◆ Excerpted data ◆

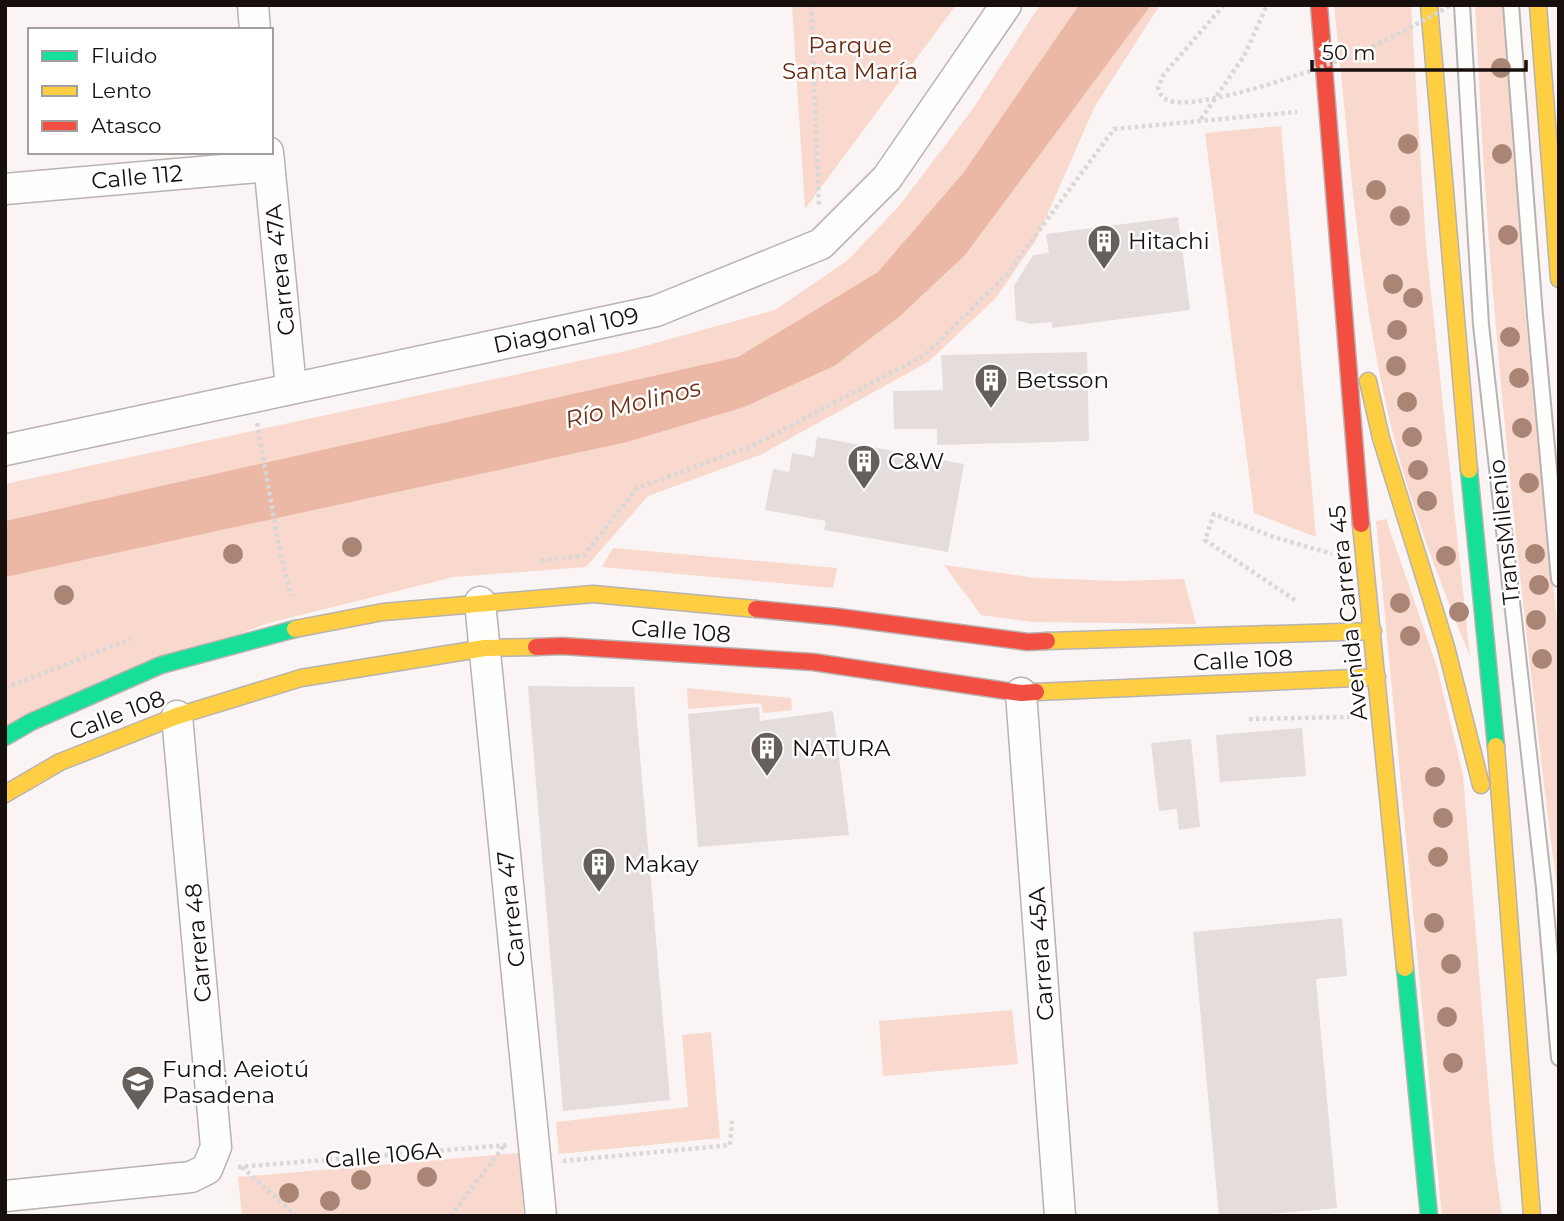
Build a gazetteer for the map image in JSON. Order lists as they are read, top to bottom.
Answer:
{
  "streets": {
    "main road": ["Avenida Carrera 45", "Calle 108"],
    "street": [
      "Calle 112",
      "Carrera 47A",
      "Diagonal 109",
      "Carrera 47",
      "Carrera 48",
      "Carrera 45A"
    ],
    "lane": ["TransMilenio"],
    "path": ["Calle 106A"]
  },
  "crossings": [
    ["Calle 112", "Carrera 47A"],
    ["Carrera 47A", "Diagonal 109"],
    ["Avenida Carrera 45", "Calle 108"],
    ["Calle 108", "Carrera 47"],
    ["Calle 108", "Carrera 48"],
    ["Calle 108", "Carrera 45A"],
    ["Carrera 47", "Calle 106A"],
    ["Carrera 48", "Calle 106A"]
  ],
  "water": ["Río Molinos"],
  "parks": ["Parque Santa María"],
  "places": {
    "building": [
      "Hitachi",
      "Betsson",
      "C&W",
      "NATURA",
      "Makay"
    ],
    "school or university": ["Fund. Aeiotú Pasadena"]
  },
  "legend": ["Fluido", "Lento", "Atasco"],
  "scale_bar": "50 m"
}
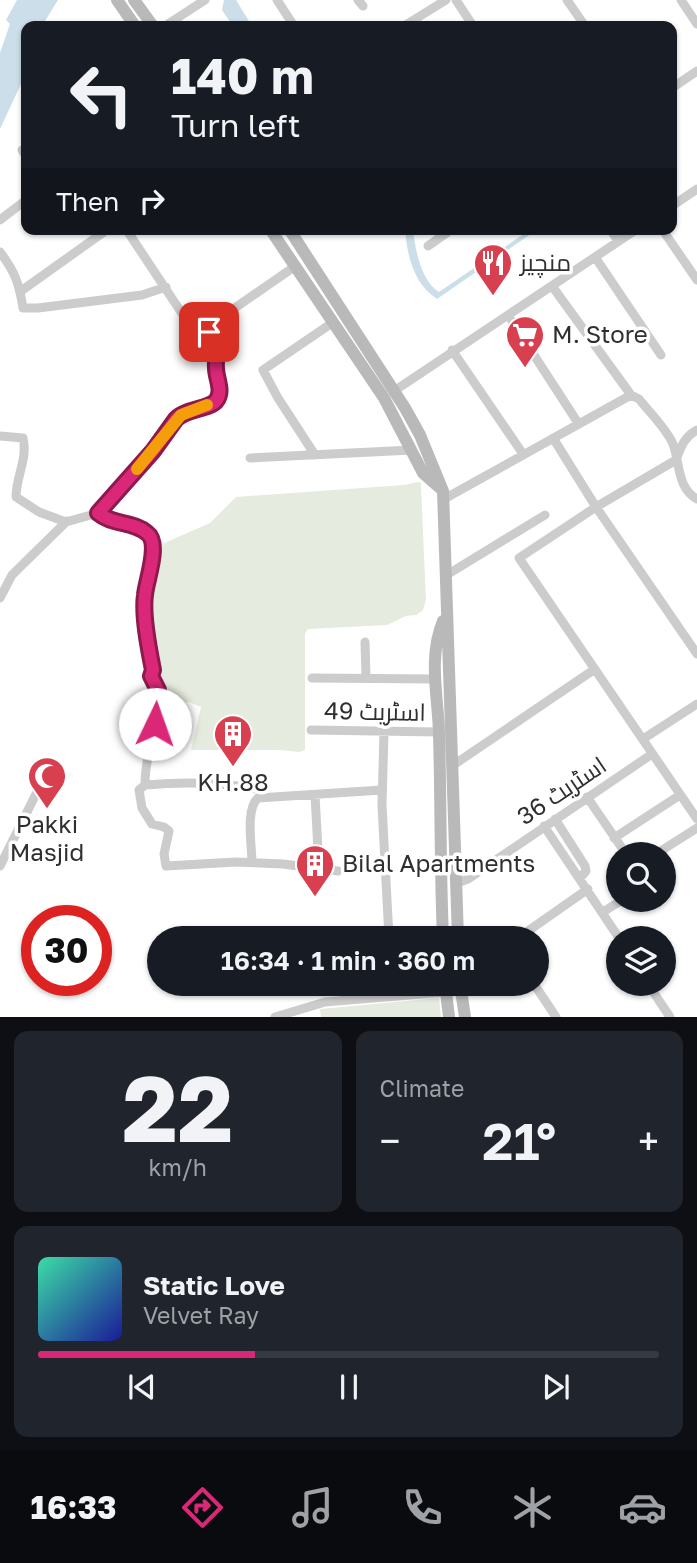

◆ Work task ◆
Scan the material above. Extract every line in which the word "Diagonal" occurs.

◆ Exercise output ◆
      "Diagonal 109",
    ["Carrera 47A", "Diagonal 109"],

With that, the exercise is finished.